Difficoltà con l’Italia
Anche con l’Italia, il dialogo dovrebbe riprendere quanto prima, ma non sarà facile trovare nuovi accordi accettabili da entrambe le parti, almeno in tempi brevi, come forse s’illudevano il ministro Saccomanni e lo stesso capo del governo Enrico Letta pochi mesi fa.
La speranza di un accordo con Berna «entro maggio», appare irrealistico. A meno che il nuovo governo italiano non imprima alla trattativa una forte accelerazione e si riesca a concludere almeno l’accordo sulla fiscalità entro maggio, quando è prevista la visita di Stato in Svizzera del presidente Giorgio Napolitano.

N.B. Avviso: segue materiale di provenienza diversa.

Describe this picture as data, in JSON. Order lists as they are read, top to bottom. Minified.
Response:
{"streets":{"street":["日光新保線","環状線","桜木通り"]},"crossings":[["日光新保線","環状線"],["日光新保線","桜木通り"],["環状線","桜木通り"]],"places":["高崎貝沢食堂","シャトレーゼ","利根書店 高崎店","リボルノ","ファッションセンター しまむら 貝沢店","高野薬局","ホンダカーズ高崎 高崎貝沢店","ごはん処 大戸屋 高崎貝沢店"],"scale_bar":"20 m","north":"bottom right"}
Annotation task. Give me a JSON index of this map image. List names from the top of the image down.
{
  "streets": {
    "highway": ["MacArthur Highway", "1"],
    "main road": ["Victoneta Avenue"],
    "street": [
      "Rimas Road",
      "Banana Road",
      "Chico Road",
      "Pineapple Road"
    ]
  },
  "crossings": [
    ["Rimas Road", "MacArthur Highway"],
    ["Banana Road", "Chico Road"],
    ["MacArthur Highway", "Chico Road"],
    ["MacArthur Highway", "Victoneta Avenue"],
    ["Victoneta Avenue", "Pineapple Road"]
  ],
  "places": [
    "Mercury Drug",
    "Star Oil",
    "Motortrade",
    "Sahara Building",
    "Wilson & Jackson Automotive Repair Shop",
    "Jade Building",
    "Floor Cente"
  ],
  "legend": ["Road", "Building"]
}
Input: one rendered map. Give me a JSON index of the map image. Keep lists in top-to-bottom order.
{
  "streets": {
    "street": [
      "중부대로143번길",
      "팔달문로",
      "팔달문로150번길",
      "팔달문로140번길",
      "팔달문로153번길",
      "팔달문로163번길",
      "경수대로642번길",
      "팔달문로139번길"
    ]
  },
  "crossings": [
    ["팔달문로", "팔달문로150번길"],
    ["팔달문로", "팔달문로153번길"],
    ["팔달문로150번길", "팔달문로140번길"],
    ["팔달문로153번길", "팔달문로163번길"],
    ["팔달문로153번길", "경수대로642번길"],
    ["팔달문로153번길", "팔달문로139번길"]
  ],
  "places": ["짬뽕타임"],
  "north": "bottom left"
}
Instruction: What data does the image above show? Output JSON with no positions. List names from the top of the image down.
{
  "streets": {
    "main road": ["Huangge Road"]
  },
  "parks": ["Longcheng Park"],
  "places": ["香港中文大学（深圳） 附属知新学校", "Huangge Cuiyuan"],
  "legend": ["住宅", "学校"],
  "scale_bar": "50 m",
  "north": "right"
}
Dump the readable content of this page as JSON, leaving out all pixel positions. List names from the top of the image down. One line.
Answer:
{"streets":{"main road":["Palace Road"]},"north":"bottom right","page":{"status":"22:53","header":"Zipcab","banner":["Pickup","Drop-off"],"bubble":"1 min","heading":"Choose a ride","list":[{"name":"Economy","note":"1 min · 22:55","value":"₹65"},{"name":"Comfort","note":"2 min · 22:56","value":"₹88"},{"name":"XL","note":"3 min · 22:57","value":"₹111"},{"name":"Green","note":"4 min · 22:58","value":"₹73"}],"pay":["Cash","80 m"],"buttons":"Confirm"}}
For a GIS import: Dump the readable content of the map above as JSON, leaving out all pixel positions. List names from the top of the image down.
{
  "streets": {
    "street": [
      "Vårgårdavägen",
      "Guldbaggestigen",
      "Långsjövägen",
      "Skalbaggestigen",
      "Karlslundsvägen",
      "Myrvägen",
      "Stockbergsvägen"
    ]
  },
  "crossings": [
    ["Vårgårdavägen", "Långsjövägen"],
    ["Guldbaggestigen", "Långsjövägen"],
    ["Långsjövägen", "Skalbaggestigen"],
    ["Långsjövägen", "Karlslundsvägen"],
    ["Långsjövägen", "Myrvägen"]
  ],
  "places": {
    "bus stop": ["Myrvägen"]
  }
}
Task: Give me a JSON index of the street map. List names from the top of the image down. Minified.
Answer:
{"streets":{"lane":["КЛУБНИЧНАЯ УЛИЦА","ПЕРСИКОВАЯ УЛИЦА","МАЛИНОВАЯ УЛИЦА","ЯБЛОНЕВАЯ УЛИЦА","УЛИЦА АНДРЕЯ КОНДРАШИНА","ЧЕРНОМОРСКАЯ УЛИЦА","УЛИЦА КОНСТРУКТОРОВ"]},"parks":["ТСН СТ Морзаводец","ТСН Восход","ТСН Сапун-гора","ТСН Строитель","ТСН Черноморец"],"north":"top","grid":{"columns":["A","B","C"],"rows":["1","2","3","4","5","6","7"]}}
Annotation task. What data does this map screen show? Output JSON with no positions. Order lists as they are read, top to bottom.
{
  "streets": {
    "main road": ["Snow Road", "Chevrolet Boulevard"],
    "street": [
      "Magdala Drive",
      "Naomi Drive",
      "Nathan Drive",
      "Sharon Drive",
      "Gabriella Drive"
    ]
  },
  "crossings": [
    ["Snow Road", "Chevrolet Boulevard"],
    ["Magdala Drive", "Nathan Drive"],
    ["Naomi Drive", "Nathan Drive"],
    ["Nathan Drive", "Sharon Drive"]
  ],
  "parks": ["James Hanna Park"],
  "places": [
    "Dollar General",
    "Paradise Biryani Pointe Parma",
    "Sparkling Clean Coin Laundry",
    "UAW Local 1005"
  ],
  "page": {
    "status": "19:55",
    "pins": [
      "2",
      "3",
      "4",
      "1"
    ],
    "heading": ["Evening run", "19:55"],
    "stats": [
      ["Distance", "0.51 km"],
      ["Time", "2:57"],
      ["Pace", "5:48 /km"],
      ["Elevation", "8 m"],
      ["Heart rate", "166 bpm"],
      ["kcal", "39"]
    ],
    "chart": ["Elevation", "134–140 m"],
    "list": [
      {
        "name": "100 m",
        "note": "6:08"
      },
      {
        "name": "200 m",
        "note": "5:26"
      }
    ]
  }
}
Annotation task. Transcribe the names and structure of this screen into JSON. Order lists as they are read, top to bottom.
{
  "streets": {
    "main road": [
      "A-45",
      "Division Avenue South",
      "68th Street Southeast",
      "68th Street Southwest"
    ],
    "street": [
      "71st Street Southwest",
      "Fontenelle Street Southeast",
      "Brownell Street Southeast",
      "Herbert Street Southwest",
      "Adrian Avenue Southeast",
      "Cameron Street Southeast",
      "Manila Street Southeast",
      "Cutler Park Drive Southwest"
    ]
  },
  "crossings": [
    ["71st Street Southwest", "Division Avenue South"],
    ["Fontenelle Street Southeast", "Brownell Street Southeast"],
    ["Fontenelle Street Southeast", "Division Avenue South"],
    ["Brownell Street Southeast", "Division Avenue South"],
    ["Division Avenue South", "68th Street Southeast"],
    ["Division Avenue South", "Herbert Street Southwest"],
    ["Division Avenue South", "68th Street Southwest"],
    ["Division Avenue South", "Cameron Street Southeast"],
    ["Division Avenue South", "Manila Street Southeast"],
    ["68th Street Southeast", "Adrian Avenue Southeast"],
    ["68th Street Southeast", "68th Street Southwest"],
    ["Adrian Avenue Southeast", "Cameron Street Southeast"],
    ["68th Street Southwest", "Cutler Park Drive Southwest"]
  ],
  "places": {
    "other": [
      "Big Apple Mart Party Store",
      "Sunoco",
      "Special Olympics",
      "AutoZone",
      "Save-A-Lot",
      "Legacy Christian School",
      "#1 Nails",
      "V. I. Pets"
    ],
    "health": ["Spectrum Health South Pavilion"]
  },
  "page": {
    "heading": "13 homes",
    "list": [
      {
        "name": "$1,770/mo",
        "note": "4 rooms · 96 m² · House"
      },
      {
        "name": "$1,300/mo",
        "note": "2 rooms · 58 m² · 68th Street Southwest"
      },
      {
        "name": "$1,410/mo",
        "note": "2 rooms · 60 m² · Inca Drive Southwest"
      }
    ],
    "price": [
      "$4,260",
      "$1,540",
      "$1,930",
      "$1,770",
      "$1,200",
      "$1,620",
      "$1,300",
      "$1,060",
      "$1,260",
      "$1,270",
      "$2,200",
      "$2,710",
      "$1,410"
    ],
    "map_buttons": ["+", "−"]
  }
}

L’accordo sulla fiscalità, in effetti, sembra essere ormai a portata di mano, perché la Svizzera è disposta ad abbandonare il modello Rubik e ad accettare lo scambio automatico delle informazioni. Restano tuttavia numerosi dettagli, alcuni non di poco conto, che devono essere ancora regolati. La Svizzera chiede, ad esempio, di essere cancellata dalle «liste nere» italiane, dove figurano i Paesi ritenuti «canaglia» in ambito fiscale (i cosiddetti «paradisi fiscali») e la garanzia di poter partecipare al mercato finanziario italiano. Inoltre, non è ancora ben chiaro se il trattamento fiscale delle persone e delle imprese italiane con conti in Svizzera sarà o meno discriminatorio rispetto a persone e imprese con capitali nei Paesi dell’UE.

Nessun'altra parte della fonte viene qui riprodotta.